Le VLD vire progressiste et pluraliste

Olivier Mouton Publié le - Mis à jour le

Belgique

Le paysage politique flamand a connu un nouveau basculement dans la nuit de lundi à mardi. Réunis dans un restauroute pour discuter des déclarations du ministre flamand Bert Anciaux invitant à un cartel électoral de Spirit avec le SP.A, les cadres de l'ancienne aile progressiste de la Volksunie ont décidé d'aller seuls aux élections.
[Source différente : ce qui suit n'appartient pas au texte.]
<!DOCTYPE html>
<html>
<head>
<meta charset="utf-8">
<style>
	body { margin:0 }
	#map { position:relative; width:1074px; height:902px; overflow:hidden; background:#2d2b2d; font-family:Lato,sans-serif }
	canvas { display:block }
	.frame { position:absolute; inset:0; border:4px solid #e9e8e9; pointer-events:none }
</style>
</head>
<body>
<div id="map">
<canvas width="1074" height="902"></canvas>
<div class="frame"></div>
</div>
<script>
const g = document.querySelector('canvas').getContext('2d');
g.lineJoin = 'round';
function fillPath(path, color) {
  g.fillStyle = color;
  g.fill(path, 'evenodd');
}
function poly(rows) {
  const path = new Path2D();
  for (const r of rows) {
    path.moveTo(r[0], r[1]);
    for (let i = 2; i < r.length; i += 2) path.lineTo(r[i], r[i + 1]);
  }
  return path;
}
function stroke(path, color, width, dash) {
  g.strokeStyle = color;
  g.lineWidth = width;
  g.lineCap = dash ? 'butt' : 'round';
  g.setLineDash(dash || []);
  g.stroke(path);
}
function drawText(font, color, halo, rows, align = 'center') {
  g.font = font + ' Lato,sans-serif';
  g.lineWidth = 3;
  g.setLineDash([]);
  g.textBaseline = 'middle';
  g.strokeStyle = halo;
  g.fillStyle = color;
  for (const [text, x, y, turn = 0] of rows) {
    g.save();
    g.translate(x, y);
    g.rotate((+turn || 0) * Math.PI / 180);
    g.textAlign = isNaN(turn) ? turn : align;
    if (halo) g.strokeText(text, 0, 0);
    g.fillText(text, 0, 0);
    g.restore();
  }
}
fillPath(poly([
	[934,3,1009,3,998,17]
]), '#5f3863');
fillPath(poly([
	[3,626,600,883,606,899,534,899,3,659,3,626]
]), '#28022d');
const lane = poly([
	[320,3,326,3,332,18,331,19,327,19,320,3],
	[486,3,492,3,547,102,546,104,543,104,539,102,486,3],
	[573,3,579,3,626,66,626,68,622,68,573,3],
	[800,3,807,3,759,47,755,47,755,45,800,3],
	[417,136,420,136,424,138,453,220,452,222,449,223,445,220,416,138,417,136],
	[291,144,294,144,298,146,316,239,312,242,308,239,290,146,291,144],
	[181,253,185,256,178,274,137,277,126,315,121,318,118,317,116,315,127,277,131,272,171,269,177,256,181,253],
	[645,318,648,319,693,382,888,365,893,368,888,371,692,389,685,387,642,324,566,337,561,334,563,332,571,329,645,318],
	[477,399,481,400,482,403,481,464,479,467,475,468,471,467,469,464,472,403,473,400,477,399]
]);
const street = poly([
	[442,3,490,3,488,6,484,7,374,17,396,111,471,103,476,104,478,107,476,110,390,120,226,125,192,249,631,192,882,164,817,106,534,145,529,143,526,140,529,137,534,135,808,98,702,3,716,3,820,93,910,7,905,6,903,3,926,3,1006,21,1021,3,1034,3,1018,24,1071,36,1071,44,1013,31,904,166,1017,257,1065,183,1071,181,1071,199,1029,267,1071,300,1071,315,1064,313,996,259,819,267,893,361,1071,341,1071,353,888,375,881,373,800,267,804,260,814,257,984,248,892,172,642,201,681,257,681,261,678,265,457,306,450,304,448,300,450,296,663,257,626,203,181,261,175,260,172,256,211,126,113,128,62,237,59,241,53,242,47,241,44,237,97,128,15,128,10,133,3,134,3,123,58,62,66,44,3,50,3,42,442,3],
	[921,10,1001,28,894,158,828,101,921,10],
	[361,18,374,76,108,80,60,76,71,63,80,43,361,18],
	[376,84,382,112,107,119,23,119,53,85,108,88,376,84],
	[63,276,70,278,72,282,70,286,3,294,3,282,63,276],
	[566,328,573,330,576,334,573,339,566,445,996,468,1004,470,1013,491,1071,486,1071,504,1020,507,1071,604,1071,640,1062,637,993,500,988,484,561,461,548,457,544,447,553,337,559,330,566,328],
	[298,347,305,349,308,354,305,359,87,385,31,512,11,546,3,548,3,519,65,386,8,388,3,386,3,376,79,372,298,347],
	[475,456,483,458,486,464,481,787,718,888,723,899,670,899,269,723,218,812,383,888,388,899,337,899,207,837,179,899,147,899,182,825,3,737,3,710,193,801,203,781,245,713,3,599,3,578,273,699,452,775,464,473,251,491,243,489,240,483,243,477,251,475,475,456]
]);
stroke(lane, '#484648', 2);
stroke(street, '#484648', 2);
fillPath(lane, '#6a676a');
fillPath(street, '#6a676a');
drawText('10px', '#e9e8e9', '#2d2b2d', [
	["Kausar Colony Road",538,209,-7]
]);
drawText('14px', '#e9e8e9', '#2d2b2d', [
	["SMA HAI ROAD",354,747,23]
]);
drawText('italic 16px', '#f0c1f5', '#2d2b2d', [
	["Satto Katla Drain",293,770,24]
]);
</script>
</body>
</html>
Ce samedi, à Merelbeke, un conseil général du parti devrait en principe confirmer l'option.

Mais ce n'est à l'évidence pas au goût de tout le monde. Plusieurs élus ont fait savoir qu'ils refuseraient de poursuivre l'aventure. Margriet Hermans, députée flamande et vedette de la TV, a déjà franchi le pas. Trois autres devraient suivre: l'ancien président de la VU et sénateur Patrik Vankrunkelsven, le sénateur Vincent Van Quickenborne et l'ex-président Fons Borginon, le plus hésitant. Sans compter, bien sûr, des élus locaux.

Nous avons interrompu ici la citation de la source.